脚力さいつよお嬢に捕まった男はおぱんつの夢を見るか
初月・龍尖
「死ね! クソアリ!!!」
Tグループの総本山であるビルの1室に今年の新入社員が集められた。総勢何人かはわからないが1室を埋め尽くすほどの人数だった。
正面のモニタが起動し会長の長い話、もとい訓示が始まった。1時間ほどが過ぎて会長の長ったらしい話が終わり数人を残して退出させられた。
なぜか残された数人は一列に並ばされた。
白髪交じりの男が列の前に一脚の椅子を設置した。
その男の姿は会社員と言うよりも執事と言った方がいいような姿だった。
「お嬢。準備が整いました」
執事風の男が声を上げる。嫌に低い声だった。
扉が蹴り開けられひとりの女性。いや、少女が飛び込んできた。
「待ちわびたぞ、キサキ」
執事風の男、キサキは少女に向かって一礼をして左手を椅子の方に向けた。
「お嬢。まず座ってください」
「そうね。まずは、じっくり見ないといけないから」
並んだ男のほぼ全員が異様な負の気に呑まれていた。
キサキからは冷たい目で見られ、少女からは上から下まで舐め回される様に見られ、何がなんだか解らなかった。
しばし少女は男たちをじっとりと見てキサキに書類を渡され脚を組み読みだした。
組んだ脚の隙間からおぱんつがちらりと見えたがそれに気が付いのはひとりだけだった。
人数分の書類をさっと読み終わり少女は椅子から立ち上がった。そして、真っ先におぱんつに気が付いた男の前に立ち股間を蹴り上げた。
「ヘンタイっ! わたしの下着で興奮するクソムシがっ!! 去勢してやる!!」
泡を吹いて崩れ落ちる男を尻目にキサキは少女をなだめた。
「お嬢。

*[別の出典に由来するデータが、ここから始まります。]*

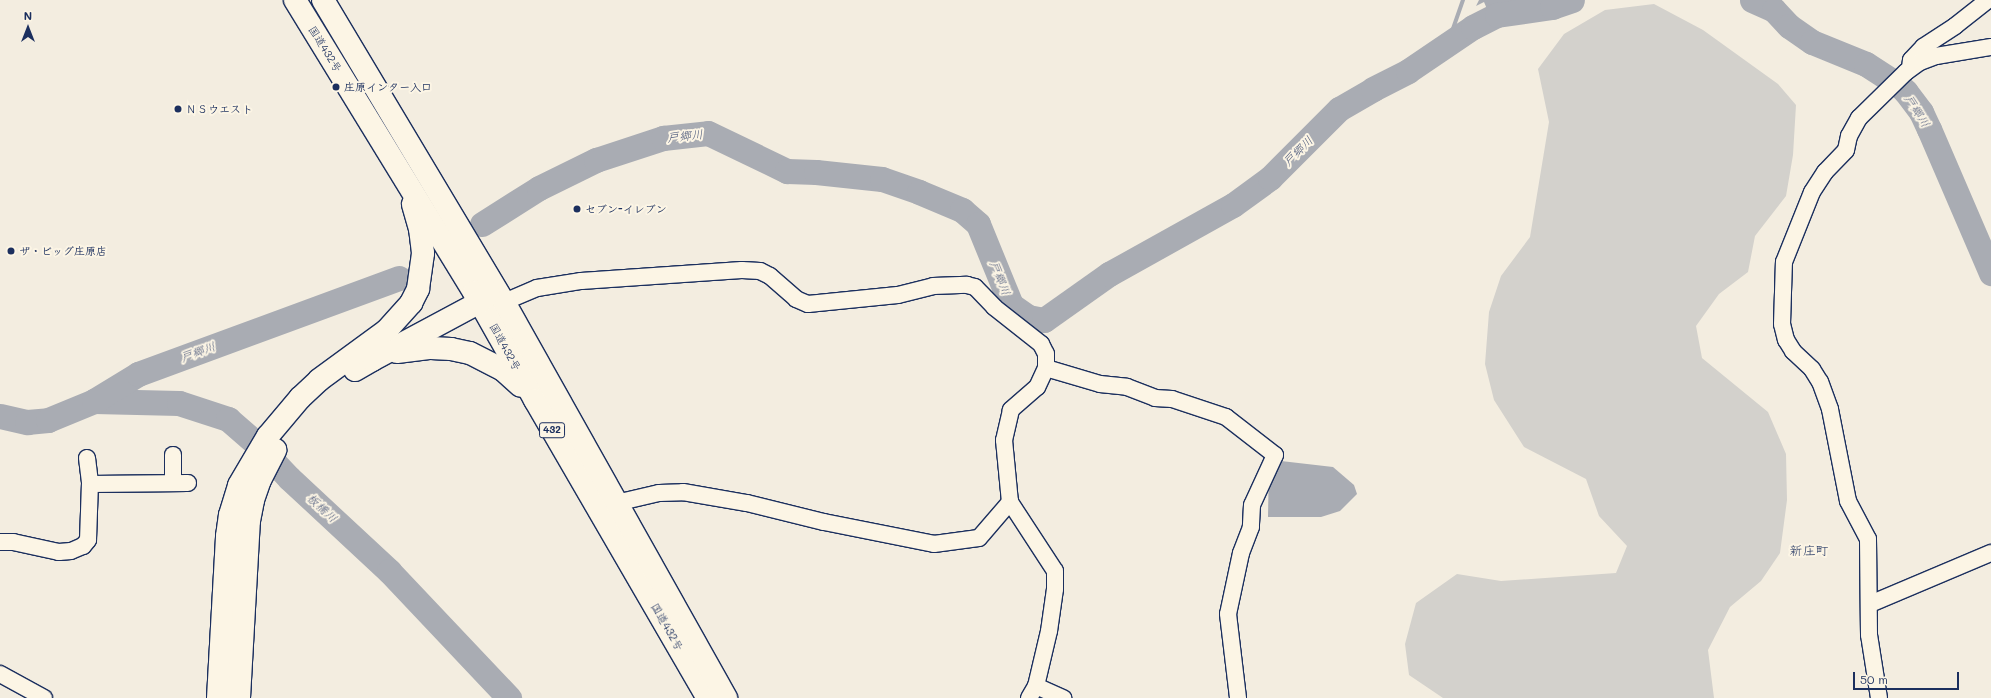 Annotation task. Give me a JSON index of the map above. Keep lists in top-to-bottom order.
{
  "streets": {
    "highway": ["国道432号", "432"]
  },
  "districts": ["新庄町"],
  "water": ["戸郷川", "板橋川"],
  "places": [
    "庄原インター入口",
    "ＮＳウエスト",
    "セブン-イレブン",
    "ザ・ビッグ庄原店"
  ],
  "scale_bar": "50 m",
  "north": "top"
}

お嬢の脚力で蹴られたら不能者になってしまいます落ち着いてください」
泡を吹いた男はどこからともなく現れた男たちがさっと運んでいった。
「んー↑ふんふん♪」
少女は鼻歌を唄いながら一人ひとり足先を踏んでいった。彼女の靴は少しヒールが高くその先で刺す様に踏んでいった。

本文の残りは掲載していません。